[Extracted records]
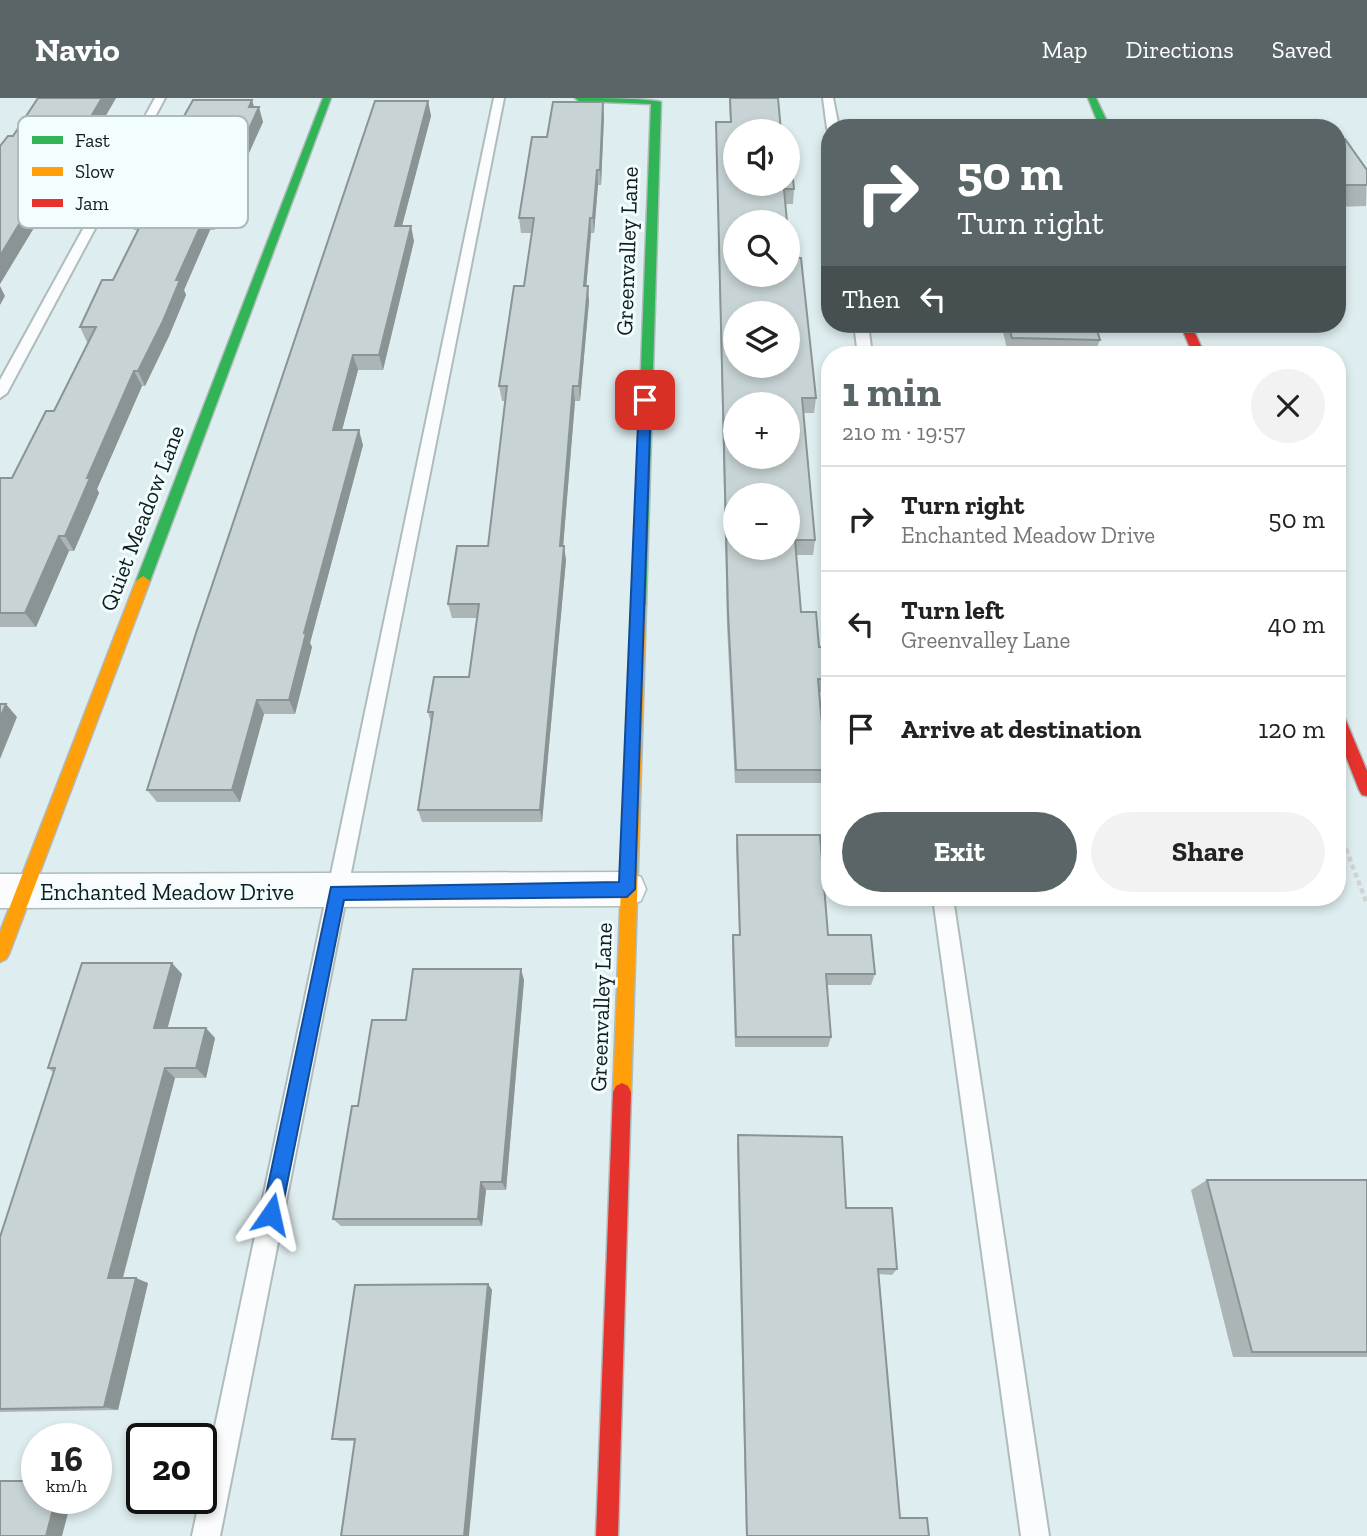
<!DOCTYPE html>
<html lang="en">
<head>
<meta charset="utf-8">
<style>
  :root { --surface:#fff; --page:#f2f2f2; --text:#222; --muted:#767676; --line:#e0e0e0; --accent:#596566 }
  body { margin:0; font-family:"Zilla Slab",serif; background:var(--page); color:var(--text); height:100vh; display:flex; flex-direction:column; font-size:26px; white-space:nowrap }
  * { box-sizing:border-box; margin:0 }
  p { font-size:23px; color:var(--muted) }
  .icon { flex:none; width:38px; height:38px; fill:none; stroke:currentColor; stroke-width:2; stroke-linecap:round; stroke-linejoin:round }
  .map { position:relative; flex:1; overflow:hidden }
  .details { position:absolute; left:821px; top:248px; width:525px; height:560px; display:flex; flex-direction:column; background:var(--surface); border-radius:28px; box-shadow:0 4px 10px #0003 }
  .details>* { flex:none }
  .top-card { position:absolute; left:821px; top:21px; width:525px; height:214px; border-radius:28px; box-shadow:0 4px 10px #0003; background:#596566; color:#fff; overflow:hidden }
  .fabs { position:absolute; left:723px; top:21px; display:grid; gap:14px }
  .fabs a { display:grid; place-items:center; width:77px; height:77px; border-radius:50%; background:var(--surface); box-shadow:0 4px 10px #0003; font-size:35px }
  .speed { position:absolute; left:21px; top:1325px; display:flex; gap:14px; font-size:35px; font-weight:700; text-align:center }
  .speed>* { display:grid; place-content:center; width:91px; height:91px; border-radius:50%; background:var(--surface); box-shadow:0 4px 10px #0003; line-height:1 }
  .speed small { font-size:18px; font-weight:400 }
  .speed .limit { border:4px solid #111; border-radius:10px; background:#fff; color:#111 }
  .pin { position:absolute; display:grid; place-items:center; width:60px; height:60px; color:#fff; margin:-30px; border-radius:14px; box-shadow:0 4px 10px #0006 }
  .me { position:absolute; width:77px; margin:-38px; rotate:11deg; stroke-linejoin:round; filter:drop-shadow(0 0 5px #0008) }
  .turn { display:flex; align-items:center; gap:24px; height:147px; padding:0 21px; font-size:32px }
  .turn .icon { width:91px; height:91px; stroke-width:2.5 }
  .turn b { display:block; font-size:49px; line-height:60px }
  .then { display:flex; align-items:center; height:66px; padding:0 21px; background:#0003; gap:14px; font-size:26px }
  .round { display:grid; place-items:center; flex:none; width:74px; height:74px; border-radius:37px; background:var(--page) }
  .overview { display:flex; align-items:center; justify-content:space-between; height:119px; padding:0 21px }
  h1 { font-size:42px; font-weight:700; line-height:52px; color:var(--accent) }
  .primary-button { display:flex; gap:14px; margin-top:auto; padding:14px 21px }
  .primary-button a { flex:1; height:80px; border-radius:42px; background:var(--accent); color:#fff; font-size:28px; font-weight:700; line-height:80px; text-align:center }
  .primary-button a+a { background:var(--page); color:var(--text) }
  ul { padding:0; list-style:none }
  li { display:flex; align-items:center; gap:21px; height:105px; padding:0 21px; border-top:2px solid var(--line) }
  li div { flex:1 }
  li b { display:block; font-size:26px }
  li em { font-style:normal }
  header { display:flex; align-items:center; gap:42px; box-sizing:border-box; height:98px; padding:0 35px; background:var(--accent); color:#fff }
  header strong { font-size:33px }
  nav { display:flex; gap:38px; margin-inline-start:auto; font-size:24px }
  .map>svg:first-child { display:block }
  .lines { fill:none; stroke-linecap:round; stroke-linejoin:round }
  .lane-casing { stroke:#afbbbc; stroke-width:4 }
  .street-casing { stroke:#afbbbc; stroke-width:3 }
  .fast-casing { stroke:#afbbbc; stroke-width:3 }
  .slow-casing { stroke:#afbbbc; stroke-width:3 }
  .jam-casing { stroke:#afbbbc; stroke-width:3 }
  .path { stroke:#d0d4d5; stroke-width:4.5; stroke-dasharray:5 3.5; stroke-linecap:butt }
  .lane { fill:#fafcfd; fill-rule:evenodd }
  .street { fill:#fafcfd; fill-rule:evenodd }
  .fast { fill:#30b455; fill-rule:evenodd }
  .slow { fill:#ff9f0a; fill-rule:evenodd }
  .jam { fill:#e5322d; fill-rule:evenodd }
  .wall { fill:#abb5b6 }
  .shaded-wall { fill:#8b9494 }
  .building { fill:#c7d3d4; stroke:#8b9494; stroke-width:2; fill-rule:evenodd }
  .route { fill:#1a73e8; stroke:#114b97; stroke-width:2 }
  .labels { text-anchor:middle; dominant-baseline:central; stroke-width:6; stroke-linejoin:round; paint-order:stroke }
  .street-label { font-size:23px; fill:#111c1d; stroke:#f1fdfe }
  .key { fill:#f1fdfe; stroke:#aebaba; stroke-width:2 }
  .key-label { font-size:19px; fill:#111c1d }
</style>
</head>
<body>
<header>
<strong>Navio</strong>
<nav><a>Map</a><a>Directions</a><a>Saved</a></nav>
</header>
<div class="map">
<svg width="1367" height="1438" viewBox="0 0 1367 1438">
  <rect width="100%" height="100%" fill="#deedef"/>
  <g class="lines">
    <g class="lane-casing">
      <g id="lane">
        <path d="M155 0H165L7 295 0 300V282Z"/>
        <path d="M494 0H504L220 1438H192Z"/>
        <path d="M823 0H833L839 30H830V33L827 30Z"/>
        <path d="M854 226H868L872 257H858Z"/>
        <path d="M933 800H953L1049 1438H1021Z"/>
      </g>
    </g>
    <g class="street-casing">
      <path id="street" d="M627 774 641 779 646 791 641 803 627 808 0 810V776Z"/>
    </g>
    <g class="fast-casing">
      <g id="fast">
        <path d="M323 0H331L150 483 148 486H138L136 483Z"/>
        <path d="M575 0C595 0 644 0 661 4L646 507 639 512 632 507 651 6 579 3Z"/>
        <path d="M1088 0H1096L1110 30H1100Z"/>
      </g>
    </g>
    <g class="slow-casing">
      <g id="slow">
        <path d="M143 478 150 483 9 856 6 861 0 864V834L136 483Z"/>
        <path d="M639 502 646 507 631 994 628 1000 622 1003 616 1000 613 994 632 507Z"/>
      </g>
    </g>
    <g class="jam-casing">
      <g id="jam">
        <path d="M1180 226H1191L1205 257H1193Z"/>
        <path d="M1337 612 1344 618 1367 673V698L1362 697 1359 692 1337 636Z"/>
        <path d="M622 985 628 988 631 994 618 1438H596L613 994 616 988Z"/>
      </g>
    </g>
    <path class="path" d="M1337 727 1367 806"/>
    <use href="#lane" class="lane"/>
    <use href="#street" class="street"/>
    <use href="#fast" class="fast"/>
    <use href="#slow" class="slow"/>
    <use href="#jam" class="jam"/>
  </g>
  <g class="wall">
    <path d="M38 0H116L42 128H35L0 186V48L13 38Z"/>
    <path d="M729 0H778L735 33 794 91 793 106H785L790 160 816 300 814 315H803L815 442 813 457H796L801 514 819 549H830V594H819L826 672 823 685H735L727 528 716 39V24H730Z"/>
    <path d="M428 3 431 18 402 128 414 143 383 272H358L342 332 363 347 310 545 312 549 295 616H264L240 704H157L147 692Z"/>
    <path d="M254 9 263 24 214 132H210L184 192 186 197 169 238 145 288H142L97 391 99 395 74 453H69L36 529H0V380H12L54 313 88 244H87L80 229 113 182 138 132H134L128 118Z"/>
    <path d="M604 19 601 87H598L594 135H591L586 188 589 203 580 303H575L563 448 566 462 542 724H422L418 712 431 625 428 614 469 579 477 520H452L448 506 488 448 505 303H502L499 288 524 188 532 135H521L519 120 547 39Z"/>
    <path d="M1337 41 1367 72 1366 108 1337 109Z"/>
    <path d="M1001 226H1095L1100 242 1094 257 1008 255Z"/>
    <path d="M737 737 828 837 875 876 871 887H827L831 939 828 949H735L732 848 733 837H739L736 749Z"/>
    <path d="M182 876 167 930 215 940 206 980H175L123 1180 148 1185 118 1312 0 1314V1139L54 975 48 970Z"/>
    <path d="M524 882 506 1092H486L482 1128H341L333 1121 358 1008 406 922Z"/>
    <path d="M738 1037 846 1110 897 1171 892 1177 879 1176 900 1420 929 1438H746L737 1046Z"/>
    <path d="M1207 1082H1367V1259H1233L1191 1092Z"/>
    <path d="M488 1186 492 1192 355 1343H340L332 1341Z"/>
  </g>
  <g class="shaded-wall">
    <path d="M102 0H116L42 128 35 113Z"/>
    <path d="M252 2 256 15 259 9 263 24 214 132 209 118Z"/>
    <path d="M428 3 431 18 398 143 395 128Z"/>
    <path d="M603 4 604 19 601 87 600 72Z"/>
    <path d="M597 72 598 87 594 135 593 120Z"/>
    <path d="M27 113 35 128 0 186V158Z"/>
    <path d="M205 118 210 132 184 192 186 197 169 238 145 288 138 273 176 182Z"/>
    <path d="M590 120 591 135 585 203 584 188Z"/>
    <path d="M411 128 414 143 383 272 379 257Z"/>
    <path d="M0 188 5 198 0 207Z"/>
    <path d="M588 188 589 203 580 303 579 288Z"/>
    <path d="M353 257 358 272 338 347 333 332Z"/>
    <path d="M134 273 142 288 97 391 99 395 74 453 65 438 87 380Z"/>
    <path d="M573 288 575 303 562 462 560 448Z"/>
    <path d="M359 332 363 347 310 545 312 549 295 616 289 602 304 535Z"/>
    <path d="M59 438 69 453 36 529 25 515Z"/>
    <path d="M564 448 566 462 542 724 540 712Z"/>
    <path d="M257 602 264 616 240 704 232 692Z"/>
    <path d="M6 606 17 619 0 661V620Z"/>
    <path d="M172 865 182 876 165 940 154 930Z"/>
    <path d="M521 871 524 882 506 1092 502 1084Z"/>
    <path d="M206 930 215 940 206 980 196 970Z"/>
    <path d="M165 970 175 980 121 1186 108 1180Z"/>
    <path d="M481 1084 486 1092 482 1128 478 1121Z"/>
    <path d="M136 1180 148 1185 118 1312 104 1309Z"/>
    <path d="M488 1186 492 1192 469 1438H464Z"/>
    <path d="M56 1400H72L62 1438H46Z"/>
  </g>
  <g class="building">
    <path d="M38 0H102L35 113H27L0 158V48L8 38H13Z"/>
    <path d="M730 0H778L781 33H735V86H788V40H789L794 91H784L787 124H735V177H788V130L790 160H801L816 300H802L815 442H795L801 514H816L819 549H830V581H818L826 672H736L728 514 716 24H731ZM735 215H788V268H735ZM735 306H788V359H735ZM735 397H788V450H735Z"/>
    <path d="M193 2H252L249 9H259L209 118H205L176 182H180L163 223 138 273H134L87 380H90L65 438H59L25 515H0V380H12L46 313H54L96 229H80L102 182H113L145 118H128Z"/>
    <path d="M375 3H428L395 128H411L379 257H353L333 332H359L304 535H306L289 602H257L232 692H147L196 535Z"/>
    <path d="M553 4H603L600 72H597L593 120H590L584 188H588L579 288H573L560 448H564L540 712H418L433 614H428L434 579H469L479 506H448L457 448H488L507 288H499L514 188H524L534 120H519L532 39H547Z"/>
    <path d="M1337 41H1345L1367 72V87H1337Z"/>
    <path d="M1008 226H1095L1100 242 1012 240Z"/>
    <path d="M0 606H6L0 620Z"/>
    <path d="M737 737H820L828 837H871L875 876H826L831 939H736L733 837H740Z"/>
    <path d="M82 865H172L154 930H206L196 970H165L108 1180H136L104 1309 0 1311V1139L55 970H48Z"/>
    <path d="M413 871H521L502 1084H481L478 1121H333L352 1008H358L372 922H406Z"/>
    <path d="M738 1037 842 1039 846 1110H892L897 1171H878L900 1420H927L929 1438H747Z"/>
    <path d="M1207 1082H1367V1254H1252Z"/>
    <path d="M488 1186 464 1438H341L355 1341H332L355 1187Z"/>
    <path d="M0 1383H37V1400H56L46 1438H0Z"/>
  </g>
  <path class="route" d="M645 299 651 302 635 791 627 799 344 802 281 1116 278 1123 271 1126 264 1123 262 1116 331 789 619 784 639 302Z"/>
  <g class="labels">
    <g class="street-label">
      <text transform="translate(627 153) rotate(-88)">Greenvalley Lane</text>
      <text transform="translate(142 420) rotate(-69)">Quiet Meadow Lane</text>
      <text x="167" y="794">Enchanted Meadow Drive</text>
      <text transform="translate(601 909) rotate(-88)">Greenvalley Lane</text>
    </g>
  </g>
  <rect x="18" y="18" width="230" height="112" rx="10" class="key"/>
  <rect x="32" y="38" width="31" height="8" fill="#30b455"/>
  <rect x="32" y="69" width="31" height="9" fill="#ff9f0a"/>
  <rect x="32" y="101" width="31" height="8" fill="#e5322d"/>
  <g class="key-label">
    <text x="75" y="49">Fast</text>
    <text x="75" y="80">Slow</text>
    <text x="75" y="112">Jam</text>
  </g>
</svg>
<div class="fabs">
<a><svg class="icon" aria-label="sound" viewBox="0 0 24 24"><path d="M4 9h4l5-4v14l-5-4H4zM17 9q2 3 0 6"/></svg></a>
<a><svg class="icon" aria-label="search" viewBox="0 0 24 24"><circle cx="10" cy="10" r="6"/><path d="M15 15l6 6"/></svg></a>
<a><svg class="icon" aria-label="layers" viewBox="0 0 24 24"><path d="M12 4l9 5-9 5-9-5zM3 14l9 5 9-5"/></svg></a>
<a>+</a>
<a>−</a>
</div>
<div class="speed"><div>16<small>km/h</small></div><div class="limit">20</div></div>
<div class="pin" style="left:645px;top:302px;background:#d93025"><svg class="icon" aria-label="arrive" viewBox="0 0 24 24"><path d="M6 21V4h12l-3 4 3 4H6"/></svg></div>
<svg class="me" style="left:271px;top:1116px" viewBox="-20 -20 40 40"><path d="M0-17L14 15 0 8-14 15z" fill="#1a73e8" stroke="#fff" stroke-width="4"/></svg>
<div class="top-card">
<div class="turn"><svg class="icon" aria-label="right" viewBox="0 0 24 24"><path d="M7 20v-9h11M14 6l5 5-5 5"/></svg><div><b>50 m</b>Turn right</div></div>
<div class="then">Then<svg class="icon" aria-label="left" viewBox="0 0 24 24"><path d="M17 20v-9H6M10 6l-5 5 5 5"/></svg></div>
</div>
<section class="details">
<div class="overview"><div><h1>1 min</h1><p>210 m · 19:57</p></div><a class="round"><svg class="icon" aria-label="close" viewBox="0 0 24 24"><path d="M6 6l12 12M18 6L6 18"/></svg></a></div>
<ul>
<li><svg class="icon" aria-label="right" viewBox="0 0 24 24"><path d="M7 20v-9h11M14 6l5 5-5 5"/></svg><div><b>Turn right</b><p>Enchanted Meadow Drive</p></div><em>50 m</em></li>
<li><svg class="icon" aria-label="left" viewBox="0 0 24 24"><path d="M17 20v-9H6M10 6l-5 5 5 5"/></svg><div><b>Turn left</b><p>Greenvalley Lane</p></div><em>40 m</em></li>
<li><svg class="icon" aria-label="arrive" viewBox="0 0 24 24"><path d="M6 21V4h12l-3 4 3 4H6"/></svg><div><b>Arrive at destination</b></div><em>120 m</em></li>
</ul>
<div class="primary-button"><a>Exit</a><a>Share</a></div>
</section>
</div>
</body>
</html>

Work required: An exact copy of the lines above between the line holding "display:flex; align-items:center; gap:21px;" and the line holding "fill:#c7d3d4; stroke:#8b9494; stroke-width:2;", inclusive, is the whole answer.

Reply:
  li { display:flex; align-items:center; gap:21px; height:105px; padding:0 21px; border-top:2px solid var(--line) }
  li div { flex:1 }
  li b { display:block; font-size:26px }
  li em { font-style:normal }
  header { display:flex; align-items:center; gap:42px; box-sizing:border-box; height:98px; padding:0 35px; background:var(--accent); color:#fff }
  header strong { font-size:33px }
  nav { display:flex; gap:38px; margin-inline-start:auto; font-size:24px }
  .map>svg:first-child { display:block }
  .lines { fill:none; stroke-linecap:round; stroke-linejoin:round }
  .lane-casing { stroke:#afbbbc; stroke-width:4 }
  .street-casing { stroke:#afbbbc; stroke-width:3 }
  .fast-casing { stroke:#afbbbc; stroke-width:3 }
  .slow-casing { stroke:#afbbbc; stroke-width:3 }
  .jam-casing { stroke:#afbbbc; stroke-width:3 }
  .path { stroke:#d0d4d5; stroke-width:4.5; stroke-dasharray:5 3.5; stroke-linecap:butt }
  .lane { fill:#fafcfd; fill-rule:evenodd }
  .street { fill:#fafcfd; fill-rule:evenodd }
  .fast { fill:#30b455; fill-rule:evenodd }
  .slow { fill:#ff9f0a; fill-rule:evenodd }
  .jam { fill:#e5322d; fill-rule:evenodd }
  .wall { fill:#abb5b6 }
  .shaded-wall { fill:#8b9494 }
  .building { fill:#c7d3d4; stroke:#8b9494; stroke-width:2; fill-rule:evenodd }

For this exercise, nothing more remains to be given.